Going in blindly, a film titled ‘Wild’ and starring Reese Witherspoon wasn’t going to rival her past films like Legally Blonde and Sweet Home Alabama content-wise (I couldn’t imagine a film called ‘Wild’ being a rom-com). Here, Witherspoon plays Cheryl, a woman on a journey of self-discovery; that journey just happens to be 1,100-miles long.

‘Wild’, the film adaption of Cheryl Strayed’s 2012 memoir ‘Wild: From Lost to Found on the Pacific Crest Trail’ stands as an adventure for both Cheryl and the audience, however it’s easy to get lost in the meandering story. Greeted with flashbacks throughout the film, these are set off by trigger words, songs, sometimes even the weather. The flashbacks don’t allow enough time to really feel anything for Cheryl and it’s in fact her mother Bobbi, (Laura Dern) who digs deeper into Cheryl’s character, exposing her to the audience. Even still, the film does become hard to follow. Cheryl’s story remains interesting enough to engage the audience – or maybe it’s the sudden intercuts of heroin use and Witherspoon’s nude scenes? Trying to piece together a two-hour film after viewing isn’t the most exciting use of time, and that’s coming from someone who has watched Cloud Atlas. However Dern and Witherspoon manage to bounce off each other personality wise, creating an interesting dynamic as well as a strange mother-daughter relationship.
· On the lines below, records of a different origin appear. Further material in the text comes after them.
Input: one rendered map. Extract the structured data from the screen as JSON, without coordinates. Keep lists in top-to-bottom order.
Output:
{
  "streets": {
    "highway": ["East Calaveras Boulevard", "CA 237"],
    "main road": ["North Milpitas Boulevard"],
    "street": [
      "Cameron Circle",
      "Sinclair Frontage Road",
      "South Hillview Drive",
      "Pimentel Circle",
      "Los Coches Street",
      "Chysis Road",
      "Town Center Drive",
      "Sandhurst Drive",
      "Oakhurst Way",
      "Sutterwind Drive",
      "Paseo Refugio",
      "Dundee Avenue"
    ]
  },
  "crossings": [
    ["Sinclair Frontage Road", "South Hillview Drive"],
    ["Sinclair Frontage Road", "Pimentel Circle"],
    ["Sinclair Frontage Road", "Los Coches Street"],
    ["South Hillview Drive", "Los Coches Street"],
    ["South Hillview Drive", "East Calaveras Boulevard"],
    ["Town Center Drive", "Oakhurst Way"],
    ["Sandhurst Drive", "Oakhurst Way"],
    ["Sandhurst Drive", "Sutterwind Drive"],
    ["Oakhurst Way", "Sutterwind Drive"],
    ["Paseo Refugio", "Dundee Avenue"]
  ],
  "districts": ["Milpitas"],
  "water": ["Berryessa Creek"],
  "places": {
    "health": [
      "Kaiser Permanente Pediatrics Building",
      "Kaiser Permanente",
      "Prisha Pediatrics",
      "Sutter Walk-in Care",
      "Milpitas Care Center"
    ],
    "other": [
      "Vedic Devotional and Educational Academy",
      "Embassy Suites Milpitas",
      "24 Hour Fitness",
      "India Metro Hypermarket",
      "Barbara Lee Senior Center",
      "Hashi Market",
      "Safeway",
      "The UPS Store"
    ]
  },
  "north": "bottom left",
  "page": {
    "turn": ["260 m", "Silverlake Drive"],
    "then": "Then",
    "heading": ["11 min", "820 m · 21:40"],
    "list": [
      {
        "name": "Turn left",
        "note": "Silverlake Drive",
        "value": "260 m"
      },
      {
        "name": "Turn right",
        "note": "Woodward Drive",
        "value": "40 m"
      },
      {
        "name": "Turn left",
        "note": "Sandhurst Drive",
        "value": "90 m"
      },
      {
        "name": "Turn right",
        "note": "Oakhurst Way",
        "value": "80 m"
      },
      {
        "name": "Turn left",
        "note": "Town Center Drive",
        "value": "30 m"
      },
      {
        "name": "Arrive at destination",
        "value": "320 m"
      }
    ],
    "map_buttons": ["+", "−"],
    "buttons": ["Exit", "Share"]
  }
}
Director Jean-Marc Vallée (Dallas Buyers Club) succeeds in showing the beautiful yet lonely wilderness, making it easy to root for Cheryl as she goes on her journey. Witherspoon does a great job of expressing to the danger and the excitement of hiking alone as well as the struggles that accompany any journey: physical or metaphorical. The film’s message doesn’t come across as preachy, and it’s Cheryl’s reflective speech that really ties the whole film together: what if every decision she’d ever made brought her to this point in life? It’s an interesting thought that really put the film’s two hours into perspective.

Not a walk in the park by any means, ‘Wild’ is a reflective journey that looks at all choices in life and the impact that they have. An interesting watch to say the least; the film loses some of its spark mid-way through but picks up again towards the end begging the question of whether it is the journey we plan to take that is most important or the journey that eventually unfolds.